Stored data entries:
== Segment start ==
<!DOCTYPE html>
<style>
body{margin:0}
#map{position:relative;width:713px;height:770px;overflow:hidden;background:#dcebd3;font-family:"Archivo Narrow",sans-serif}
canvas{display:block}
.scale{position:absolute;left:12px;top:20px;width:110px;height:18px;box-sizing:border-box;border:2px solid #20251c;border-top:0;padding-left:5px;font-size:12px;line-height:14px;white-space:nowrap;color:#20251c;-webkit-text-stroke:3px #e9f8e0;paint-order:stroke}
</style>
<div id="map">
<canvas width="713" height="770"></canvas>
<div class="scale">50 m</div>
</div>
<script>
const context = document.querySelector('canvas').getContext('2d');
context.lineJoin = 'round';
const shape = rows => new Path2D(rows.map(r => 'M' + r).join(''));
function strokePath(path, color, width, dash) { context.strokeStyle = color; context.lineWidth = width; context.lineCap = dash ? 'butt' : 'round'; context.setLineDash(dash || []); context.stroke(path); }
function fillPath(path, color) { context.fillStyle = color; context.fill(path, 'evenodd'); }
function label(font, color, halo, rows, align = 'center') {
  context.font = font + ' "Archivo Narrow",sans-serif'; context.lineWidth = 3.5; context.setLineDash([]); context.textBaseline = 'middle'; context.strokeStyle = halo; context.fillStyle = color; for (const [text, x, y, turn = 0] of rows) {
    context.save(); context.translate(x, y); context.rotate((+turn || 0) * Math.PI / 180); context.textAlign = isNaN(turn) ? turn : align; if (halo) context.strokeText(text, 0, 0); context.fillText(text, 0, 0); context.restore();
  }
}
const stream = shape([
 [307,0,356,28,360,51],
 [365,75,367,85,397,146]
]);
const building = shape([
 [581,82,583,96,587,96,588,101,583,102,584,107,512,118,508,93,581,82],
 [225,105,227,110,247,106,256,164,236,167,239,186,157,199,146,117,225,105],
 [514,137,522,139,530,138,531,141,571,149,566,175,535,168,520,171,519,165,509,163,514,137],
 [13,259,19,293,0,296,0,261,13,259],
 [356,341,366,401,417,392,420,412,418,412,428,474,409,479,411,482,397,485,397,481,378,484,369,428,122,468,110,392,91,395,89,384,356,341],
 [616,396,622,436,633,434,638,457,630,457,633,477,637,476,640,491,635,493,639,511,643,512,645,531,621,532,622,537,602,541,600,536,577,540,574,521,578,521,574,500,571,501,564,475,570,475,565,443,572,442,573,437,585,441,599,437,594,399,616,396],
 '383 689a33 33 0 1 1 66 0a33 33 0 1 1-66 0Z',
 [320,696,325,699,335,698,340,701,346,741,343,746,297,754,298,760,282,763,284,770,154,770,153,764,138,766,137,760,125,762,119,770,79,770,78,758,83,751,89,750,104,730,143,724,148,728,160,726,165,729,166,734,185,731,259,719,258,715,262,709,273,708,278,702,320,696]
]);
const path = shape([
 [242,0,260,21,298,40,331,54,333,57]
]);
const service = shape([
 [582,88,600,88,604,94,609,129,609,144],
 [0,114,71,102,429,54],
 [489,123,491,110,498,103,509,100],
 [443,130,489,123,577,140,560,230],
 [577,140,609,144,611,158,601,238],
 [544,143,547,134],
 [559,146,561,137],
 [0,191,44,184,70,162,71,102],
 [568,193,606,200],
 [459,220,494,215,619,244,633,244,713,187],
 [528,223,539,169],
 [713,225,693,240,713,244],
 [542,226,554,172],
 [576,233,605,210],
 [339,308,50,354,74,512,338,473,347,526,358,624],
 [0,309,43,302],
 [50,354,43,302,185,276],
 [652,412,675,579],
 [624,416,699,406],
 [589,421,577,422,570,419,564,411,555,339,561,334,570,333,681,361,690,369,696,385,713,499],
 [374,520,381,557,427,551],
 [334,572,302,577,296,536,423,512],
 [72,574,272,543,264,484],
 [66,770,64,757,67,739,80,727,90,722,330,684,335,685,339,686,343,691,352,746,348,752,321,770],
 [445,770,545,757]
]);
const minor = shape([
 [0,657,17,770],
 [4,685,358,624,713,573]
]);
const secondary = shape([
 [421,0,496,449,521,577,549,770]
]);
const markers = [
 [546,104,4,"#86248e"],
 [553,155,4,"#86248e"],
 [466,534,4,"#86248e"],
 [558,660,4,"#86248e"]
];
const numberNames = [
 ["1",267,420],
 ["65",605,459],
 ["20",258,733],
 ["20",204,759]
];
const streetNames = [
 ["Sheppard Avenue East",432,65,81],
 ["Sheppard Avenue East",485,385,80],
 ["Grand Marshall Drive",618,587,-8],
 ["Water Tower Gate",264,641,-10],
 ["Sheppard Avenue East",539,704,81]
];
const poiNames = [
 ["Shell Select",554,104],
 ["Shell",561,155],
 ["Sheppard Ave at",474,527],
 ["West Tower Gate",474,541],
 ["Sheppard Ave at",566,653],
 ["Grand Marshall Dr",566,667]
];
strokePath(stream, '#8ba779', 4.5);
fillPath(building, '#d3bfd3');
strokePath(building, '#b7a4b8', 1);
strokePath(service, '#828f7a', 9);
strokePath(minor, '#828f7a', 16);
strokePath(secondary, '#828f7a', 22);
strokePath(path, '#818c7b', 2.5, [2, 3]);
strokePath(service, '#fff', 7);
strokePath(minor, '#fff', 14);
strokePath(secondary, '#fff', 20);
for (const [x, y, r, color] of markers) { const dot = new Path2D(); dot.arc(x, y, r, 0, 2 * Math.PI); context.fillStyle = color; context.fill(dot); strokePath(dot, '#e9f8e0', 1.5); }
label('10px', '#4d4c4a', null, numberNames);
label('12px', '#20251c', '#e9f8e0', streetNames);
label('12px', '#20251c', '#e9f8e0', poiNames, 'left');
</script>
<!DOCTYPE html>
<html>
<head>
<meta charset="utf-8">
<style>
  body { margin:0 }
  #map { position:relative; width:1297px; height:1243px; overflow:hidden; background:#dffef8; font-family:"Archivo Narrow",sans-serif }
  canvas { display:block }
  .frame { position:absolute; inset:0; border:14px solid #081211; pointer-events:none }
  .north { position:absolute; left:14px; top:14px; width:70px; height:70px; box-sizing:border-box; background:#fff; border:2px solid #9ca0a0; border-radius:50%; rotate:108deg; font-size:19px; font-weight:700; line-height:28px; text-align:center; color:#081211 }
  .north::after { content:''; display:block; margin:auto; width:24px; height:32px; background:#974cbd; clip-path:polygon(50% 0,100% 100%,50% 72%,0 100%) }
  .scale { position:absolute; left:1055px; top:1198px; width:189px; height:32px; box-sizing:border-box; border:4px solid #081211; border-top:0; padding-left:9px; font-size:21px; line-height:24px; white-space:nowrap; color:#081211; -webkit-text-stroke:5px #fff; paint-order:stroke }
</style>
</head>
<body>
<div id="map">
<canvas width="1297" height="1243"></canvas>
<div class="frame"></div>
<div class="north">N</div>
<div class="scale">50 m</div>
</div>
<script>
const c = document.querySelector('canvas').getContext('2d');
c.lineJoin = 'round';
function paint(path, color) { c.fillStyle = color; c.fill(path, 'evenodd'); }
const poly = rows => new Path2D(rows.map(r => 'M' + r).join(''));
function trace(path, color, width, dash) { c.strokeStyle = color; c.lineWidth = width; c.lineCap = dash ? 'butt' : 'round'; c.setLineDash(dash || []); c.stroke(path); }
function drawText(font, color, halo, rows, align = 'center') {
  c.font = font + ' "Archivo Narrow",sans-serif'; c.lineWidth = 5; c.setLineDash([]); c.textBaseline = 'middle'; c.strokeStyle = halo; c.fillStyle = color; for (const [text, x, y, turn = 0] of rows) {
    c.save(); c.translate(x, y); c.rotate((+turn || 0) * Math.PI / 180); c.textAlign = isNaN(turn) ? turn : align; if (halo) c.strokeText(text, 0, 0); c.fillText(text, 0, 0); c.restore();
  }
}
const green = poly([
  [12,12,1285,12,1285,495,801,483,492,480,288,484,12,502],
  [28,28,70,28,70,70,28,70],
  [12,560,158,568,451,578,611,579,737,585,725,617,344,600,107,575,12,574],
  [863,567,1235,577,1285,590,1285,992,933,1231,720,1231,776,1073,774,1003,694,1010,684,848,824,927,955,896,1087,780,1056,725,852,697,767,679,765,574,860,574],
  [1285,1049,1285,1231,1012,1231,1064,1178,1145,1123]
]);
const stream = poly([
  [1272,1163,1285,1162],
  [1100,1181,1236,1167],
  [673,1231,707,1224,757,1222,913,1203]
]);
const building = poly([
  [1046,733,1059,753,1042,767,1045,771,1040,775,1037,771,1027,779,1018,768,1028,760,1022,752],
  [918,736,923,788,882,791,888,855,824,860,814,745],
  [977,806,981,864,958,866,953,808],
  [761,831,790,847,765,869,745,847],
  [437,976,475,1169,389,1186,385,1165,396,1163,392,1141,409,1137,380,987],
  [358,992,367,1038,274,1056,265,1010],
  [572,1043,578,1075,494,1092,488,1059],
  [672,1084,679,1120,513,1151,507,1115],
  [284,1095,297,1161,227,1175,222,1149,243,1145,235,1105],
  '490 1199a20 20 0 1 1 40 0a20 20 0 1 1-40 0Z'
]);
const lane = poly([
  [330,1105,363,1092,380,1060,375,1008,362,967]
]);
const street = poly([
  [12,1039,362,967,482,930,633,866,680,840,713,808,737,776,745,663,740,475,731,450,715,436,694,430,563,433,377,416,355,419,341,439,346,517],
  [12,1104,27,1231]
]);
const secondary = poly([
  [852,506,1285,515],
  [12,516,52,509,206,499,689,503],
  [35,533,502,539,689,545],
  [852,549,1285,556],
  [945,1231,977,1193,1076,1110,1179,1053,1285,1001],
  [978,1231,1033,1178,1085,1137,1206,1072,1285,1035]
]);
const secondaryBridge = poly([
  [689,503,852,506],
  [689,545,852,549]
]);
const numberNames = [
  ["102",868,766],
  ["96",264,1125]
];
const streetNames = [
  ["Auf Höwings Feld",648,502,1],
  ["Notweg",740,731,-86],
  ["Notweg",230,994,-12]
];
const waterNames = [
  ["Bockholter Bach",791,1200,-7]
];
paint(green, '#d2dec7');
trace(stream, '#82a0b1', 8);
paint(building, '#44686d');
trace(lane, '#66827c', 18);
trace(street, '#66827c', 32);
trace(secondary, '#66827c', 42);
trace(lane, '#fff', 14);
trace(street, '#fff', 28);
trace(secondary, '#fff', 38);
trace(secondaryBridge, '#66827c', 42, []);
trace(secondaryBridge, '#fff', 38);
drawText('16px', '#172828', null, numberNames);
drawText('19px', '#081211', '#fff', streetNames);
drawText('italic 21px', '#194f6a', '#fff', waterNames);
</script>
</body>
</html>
== Segment end ==
INSTRUCTIONS FOR THE TASK => Among the lines above, find those with the word "restore" and list them.

SOLUTION TO THIS TASK =>
    context.save(); context.translate(x, y); context.rotate((+turn || 0) * Math.PI / 180); context.textAlign = isNaN(turn) ? turn : align; if (halo) context.strokeText(text, 0, 0); context.fillText(text, 0, 0); context.restore();
    c.save(); c.translate(x, y); c.rotate((+turn || 0) * Math.PI / 180); c.textAlign = isNaN(turn) ? turn : align; if (halo) c.strokeText(text, 0, 0); c.fillText(text, 0, 0); c.restore();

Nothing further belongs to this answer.